• [ACTIVITY]: Lift out all lines below that contain "rows".

• [SOURCE INFORMATION]:
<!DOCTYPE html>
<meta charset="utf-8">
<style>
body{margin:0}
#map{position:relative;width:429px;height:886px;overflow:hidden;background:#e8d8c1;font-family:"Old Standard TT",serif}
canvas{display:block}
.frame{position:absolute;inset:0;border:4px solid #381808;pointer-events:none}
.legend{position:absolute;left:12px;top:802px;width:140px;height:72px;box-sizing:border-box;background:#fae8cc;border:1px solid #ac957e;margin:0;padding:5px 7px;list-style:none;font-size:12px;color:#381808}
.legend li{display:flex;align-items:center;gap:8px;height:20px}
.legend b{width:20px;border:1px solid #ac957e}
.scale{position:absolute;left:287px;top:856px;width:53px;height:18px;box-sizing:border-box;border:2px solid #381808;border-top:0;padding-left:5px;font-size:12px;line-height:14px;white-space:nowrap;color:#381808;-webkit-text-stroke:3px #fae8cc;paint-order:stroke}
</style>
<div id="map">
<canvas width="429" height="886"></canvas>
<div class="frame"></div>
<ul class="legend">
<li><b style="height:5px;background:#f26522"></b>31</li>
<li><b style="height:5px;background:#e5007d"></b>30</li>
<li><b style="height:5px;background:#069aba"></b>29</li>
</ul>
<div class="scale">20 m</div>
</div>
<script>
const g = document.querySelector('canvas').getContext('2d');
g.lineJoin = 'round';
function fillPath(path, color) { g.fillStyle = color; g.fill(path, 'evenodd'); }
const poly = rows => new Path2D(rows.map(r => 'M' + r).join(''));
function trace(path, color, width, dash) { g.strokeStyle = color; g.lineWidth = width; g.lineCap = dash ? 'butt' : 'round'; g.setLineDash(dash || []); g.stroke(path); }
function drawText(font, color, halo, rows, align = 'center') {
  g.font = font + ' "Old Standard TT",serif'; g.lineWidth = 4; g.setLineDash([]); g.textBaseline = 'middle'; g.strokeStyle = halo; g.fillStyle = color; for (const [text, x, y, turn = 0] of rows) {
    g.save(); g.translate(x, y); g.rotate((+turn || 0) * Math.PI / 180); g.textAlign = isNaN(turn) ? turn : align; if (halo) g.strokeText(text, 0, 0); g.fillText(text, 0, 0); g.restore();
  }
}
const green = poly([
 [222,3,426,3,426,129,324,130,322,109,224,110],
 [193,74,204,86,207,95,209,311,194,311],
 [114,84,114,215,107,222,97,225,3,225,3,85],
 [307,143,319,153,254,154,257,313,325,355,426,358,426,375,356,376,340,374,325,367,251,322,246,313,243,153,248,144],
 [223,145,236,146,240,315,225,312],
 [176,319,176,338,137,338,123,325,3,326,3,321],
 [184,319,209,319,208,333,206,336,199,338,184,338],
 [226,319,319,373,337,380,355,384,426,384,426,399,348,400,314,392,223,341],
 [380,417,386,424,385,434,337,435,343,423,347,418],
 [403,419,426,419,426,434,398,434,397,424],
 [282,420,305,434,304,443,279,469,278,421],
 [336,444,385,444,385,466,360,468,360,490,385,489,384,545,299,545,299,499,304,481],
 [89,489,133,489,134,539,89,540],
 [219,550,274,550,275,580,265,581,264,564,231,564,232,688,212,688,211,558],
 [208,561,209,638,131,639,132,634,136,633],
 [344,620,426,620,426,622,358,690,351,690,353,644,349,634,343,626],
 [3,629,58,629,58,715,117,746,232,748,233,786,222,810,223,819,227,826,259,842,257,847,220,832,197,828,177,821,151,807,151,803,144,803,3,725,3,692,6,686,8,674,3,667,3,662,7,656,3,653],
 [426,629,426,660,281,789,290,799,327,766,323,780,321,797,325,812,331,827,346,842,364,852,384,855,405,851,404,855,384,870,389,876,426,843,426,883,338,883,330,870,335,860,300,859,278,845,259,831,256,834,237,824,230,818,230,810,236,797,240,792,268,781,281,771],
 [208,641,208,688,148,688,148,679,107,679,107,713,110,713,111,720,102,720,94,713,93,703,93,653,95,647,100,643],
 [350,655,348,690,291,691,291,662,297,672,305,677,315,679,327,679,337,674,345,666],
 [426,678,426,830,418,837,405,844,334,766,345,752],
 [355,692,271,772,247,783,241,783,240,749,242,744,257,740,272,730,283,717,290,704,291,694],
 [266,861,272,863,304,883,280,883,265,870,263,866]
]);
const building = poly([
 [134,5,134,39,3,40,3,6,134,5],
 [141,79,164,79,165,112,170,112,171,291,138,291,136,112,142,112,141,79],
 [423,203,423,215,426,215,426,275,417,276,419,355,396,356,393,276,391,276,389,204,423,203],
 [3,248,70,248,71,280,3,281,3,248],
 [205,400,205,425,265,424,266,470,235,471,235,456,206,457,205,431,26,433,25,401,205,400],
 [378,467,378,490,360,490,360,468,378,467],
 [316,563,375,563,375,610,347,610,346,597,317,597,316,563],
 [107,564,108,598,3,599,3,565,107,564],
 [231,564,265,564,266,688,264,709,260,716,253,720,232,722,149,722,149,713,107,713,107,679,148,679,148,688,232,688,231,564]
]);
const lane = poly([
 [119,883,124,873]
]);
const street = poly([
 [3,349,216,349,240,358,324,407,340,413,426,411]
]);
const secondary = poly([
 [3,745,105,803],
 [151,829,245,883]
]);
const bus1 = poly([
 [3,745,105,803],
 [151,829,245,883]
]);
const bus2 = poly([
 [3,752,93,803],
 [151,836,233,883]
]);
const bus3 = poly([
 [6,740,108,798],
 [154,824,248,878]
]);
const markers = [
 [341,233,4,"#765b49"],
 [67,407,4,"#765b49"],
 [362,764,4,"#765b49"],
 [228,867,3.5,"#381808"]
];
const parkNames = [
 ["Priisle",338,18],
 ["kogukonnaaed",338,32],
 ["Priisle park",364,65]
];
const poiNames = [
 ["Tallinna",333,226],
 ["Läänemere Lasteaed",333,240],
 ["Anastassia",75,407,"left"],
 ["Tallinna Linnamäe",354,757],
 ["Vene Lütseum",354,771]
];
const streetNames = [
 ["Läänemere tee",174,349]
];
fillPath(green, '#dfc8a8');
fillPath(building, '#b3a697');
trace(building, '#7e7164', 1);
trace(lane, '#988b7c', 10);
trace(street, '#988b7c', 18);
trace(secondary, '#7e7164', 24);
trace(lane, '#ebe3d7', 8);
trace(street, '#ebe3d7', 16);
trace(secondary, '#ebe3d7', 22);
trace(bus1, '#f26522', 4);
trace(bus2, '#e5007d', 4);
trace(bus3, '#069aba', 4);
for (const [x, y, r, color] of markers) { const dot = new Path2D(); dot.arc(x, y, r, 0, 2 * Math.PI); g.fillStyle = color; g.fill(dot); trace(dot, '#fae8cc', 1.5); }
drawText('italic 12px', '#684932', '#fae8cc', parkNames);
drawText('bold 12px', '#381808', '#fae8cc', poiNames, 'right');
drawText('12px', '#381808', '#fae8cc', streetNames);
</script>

• [REPLY TO THE TASK]:
const poly = rows => new Path2D(rows.map(r => 'M' + r).join(''));
function drawText(font, color, halo, rows, align = 'center') {
  g.font = font + ' "Old Standard TT",serif'; g.lineWidth = 4; g.setLineDash([]); g.textBaseline = 'middle'; g.strokeStyle = halo; g.fillStyle = color; for (const [text, x, y, turn = 0] of rows) {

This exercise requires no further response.